This is a great thread, thank you. I'm guilty of trying to explain flavors and scents in terms too specific for what I can really differentiate. That being said, I know I can taste/smell very different sorts of flavors in different cigars, I just don't always know what they are. Some standardization with agreement between those who have done this for a long time and really can make the subtle distinctions they claim is very useful. Labeling the flavors as you have done is a useful first step. This has been going on in the wine community for a long time. Wines don't have "chocolate" or "black cherry" or other such things in them. What happens is that as the chemical reactions between the various components of aging wine combine and result in molecules that remind us of these other flavors. The same thing must happen in tobacco leaf and blends as they age. Different kinds of tobacco have different native flavors just like different grapes. But as they age new molecules are produced hence the varied flavors.
With wine the standardization has gone a long way. Two tasters who actually know what they are talking about will typically find the same flavors in a given wine with something like a 90% overlap. Now this being said there are plenty of wine drinkers who know what they like without being able to describe it very specifically, and this is certainly just as true of cigar smokers. I get "pepper", "wood", "leather", "earth" (like mushrooms, maybe truffle), and "chocolate". "Cream" maybe from a combination of smoothness (lack of pepper) combined with "sweetness" which I also experience in some cigars -- e.g. a 1926 Ann. Padron. But I can't get it any more subtle than that. In fact there is one kind of flavor I've struggled from the beginning to describe. The closest I've come is sourness, but not like citrus, more like maybe sour + wood but it is a flavor that is so characteristic in so many cigars I've come to call it "cigary-ness" for lack of something better (so far). I find the cigars I like best have less of this flavor, but a little in the background is ok. Others have it to an extreme. An example of the latter would be a Puros Indios 99 Viejo so if any of you have had that particular cigar and can name that flavor, please tell me!

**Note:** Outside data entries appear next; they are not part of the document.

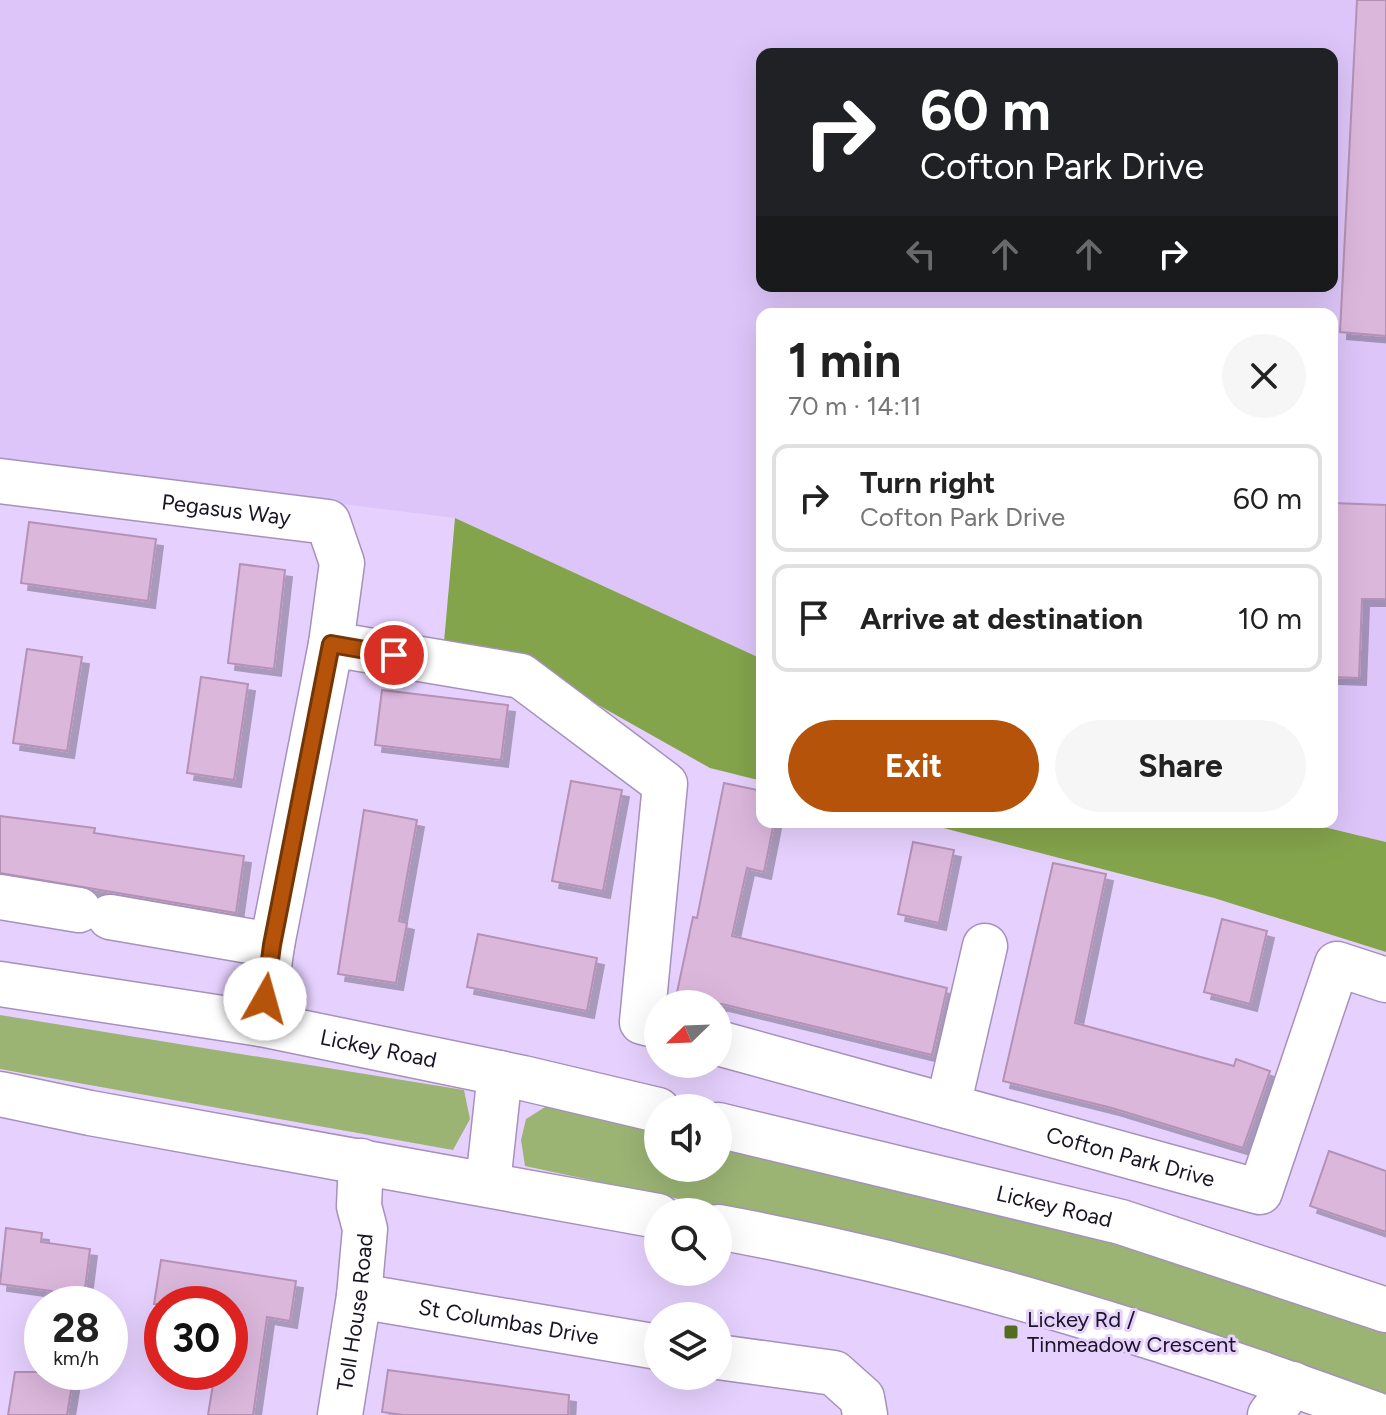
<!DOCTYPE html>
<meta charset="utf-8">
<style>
:root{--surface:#fff;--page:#f6f6f6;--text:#222;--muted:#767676;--line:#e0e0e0;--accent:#b45309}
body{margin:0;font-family:Figtree,sans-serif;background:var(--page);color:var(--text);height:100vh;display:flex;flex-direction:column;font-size:30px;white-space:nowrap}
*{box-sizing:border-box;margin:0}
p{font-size:26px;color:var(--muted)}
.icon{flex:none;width:44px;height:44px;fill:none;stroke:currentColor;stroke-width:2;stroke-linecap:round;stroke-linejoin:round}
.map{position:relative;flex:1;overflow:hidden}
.details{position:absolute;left:756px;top:308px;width:582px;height:520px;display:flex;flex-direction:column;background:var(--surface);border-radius:16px;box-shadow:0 8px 32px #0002}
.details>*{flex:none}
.hud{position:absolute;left:756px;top:48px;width:582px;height:244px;border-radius:16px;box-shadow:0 8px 32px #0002;background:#202124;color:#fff;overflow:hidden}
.needle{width:52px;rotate:247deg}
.fabs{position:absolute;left:644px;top:990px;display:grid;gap:16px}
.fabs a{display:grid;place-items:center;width:88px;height:88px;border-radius:50%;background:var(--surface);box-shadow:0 8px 32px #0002;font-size:40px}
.speed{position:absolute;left:24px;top:1286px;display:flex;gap:16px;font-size:40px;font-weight:700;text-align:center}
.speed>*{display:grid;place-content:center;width:104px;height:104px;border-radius:50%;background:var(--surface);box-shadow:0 8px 32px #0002;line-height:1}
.speed small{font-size:20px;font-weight:400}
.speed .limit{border:12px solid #d22;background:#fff;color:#111}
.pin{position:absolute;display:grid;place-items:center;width:68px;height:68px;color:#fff;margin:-34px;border:4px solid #fff;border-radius:50%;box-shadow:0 2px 8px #0007}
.me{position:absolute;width:88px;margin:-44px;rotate:7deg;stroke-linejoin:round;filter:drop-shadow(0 0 6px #0008)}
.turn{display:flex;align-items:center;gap:28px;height:168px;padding:0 32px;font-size:36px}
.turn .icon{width:104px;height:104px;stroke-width:2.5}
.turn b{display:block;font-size:56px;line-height:68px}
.lanes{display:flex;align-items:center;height:76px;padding:0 32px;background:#0003;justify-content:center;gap:40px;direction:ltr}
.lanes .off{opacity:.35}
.round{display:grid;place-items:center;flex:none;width:84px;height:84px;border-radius:42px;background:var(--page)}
.overview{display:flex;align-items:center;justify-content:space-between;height:136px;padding:0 32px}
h1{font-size:48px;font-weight:700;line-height:60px}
.primary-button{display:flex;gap:16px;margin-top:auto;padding:16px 32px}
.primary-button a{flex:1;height:92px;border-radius:48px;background:var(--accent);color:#fff;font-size:32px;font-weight:700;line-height:92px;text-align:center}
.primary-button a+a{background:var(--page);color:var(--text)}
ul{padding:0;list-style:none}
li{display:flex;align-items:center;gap:24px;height:108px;margin:0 16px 12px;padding:0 16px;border:4px solid var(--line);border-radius:16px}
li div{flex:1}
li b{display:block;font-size:30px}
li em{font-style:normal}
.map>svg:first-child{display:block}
</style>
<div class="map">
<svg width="1386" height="1415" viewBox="0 0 1386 1415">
<defs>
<filter id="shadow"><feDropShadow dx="7" dy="7" stdDeviation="0" flood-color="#0004"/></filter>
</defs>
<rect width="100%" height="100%" fill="#e6d1fe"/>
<path fill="#ddc5f9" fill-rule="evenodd" d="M 0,0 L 1386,0 L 1386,842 L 1303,822 L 1332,822 L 1332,314 L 762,314 L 762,659 L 455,518 L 0,462 ZM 762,54 L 1332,54 L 1332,286 L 762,286 Z"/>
<path fill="#9bb474" d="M 0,1015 L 464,1090 L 470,1119 L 453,1150 L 0,1069 Z
M 553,1102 L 658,1127 L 658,1168 L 718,1168 L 718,1142 L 1092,1231 L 1386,1329 L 1386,1397 L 1097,1297 L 796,1224 L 525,1166 L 521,1140 L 526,1119 Z"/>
<path fill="#84a44c" d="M 455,518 L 762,659 L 762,781 L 710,768 L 513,657 L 444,642 Z
M 920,822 L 1303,822 L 1386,842 L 1386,952 L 1214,898 Z"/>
<path fill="#dbb7dc" stroke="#b491b5" stroke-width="2" filter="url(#shadow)" d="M 1357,0 L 1386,0 L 1386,336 L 1340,332 Z
M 1332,503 L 1386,505 L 1386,599 L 1362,599 L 1359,678 L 1332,677 Z
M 29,522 L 156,539 L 148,601 L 21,583 Z
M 240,564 L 285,570 L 274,669 L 228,663 Z
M 27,649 L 82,657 L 67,751 L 13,743 Z
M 201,677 L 248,684 L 234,780 L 187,773 Z
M 382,690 L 508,705 L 501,760 L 375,745 Z
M 571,781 L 622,790 L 603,891 L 552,881 Z
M 724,783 L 762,791 L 762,822 L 774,822 L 764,872 L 747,868 L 732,936 L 947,988 L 932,1055 L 722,1004 L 706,1004 L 676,997 L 693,917 L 697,918 Z
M 364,810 L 417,820 L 399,921 L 407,923 L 396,983 L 338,974 Z
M 0,816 L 95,828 L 94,833 L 244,856 L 236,913 L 0,873 Z
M 913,842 L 954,850 L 939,923 L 898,914 Z
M 1053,863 L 1106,874 L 1075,1023 L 1234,1066 L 1236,1059 L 1270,1071 L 1243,1148 L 1112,1108 L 1003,1081 Z
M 1222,919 L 1267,931 L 1250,1004 L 1204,992 Z
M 478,934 L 597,958 L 587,1011 L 467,987 Z
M 1329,1151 L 1386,1171 L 1386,1232 L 1310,1206 Z
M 6,1228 L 42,1233 L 41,1242 L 90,1249 L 83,1304 L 51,1300 L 52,1291 L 0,1284 Z
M 161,1260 L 296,1281 L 290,1321 L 267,1317 L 253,1415 L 208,1415 L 215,1372 L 230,1372 L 230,1304 L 154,1304 Z
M 388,1370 L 569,1395 L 568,1415 L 403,1415 L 382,1412 Z
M 15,1372 L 74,1372 L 67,1415 L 8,1415 Z"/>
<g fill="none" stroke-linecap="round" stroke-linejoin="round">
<defs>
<g id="minor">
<path id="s1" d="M 0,481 L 328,522 L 342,563 L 331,644"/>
<path d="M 0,897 L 79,910"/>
<path d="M 110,917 L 272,945"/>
<path d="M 261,1024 L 272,945 L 331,644 L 521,676 L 665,784 L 642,1022 L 658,1026"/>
<path id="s2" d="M 718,1043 L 1260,1192 L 1337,964 L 1386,980"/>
<path d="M 948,1106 L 985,946"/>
<path id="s3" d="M 359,1296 L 658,1347"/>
<path d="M 718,1357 L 834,1373 L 862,1398 L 865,1415"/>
<path id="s4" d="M 340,1415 L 359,1296 L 365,1229 L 359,1206 L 361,1161"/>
<path d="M 1270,1415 L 1293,1384"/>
</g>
<g id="major">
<path id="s5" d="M 0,984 L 261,1024 L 523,1078 L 658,1110"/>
<path d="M 0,1094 L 90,1113 L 658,1216"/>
<path id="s6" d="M 718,1125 L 1121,1222 L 1386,1310"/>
<path d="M 488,1183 L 500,1073"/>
<path d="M 718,1227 C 943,1268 1163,1336 1377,1415"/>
</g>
</defs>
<use href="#minor" stroke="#a591bb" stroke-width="47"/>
<use href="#major" stroke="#a591bb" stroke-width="47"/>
<use href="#minor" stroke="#fff" stroke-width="44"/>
<use href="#major" stroke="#fff" stroke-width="44"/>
</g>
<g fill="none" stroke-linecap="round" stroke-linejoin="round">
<defs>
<path id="route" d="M 265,999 L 272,945 L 331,644 L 394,655"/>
</defs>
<use href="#route" stroke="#753606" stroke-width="20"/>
<use href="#route" stroke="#b45309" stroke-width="14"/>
</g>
<rect fill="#536d1f" stroke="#e6d1fe" stroke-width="3" x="1003" y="1324" width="16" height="16" rx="4"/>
<g text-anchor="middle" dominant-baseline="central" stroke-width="6" stroke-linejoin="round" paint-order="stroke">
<g font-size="22" fill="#1b1424" stroke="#e6d1fe">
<text stroke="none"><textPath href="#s1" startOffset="228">Pegasus Way</textPath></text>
<text stroke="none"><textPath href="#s5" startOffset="384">Lickey Road</textPath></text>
<text stroke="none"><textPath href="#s2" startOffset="428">Cofton Park Drive</textPath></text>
<text stroke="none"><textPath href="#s6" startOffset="346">Lickey Road</textPath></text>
<text stroke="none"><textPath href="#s4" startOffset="104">Toll House Road</textPath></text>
<text stroke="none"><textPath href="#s3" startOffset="152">St Columbas Drive</textPath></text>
</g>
<g font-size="22" fill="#1b1424" stroke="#e6d1fe" text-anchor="start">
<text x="1027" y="1319">Lickey Rd /<tspan x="1027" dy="25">Tinmeadow Crescent</tspan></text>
</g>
</g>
</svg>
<div class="fabs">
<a><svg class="needle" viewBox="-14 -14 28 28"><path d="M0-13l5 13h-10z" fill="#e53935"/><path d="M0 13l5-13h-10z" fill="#767676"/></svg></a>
<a><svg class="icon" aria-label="sound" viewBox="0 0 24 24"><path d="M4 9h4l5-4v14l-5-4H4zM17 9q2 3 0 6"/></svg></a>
<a><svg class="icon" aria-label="search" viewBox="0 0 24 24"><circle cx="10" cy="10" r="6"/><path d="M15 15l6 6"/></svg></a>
<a><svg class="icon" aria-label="layers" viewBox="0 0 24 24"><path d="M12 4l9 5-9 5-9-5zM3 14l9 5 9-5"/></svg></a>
</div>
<div class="speed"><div>28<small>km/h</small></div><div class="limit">30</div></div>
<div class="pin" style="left:394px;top:655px;background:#d93025"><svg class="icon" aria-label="arrive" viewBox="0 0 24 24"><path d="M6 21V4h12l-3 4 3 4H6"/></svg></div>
<svg class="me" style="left:265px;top:999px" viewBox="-20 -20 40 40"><circle r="19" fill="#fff"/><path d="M0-13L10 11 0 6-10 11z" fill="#b45309"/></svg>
<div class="hud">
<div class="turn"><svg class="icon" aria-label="right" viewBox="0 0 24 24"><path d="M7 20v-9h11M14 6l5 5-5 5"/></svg><div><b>60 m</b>Cofton Park Drive</div></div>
<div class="lanes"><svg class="icon off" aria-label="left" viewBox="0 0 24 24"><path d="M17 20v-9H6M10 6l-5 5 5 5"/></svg><svg class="icon off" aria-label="ahead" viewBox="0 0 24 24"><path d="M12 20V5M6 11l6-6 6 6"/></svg><svg class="icon off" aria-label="ahead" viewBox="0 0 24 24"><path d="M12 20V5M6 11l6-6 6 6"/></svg><svg class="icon" aria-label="right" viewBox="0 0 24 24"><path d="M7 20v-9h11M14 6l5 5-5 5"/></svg></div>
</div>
<section class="details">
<div class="overview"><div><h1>1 min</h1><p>70 m · 14:11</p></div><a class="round"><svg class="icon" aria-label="close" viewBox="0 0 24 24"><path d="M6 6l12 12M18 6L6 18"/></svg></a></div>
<ul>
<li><svg class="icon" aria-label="right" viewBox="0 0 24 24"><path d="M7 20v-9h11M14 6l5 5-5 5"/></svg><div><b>Turn right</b><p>Cofton Park Drive</p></div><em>60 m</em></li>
<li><svg class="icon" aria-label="arrive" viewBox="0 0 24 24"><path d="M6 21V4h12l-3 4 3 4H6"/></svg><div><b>Arrive at destination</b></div><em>10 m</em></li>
</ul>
<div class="primary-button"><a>Exit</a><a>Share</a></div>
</section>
</div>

One more thing.... In taste science, "taste" is distinguished from "flavor". Taste is what you can detect on your tongue without your sense of smell. That's pretty much limited to salt, sweet, bitter, sour, and one called "umami" which is something like "meaty-ness". It is actually our reaction to chemicals called glutamates. But all the other things we call flavor are actually a combination of taste and the reactions of our noses, sense of smell. There is an interaction between taste and smell when we eat that combines to illicit all the other flavors we can distinguish. It's actually pretty amazing that this happens and results in such a rich flavor environment. At the same time, different people are endowed not only with different sensitivity to raw tastes, but also to scents and the result is a very wide range of differences in what people can actually distinguish of flavors whether in food, drink, or smoke.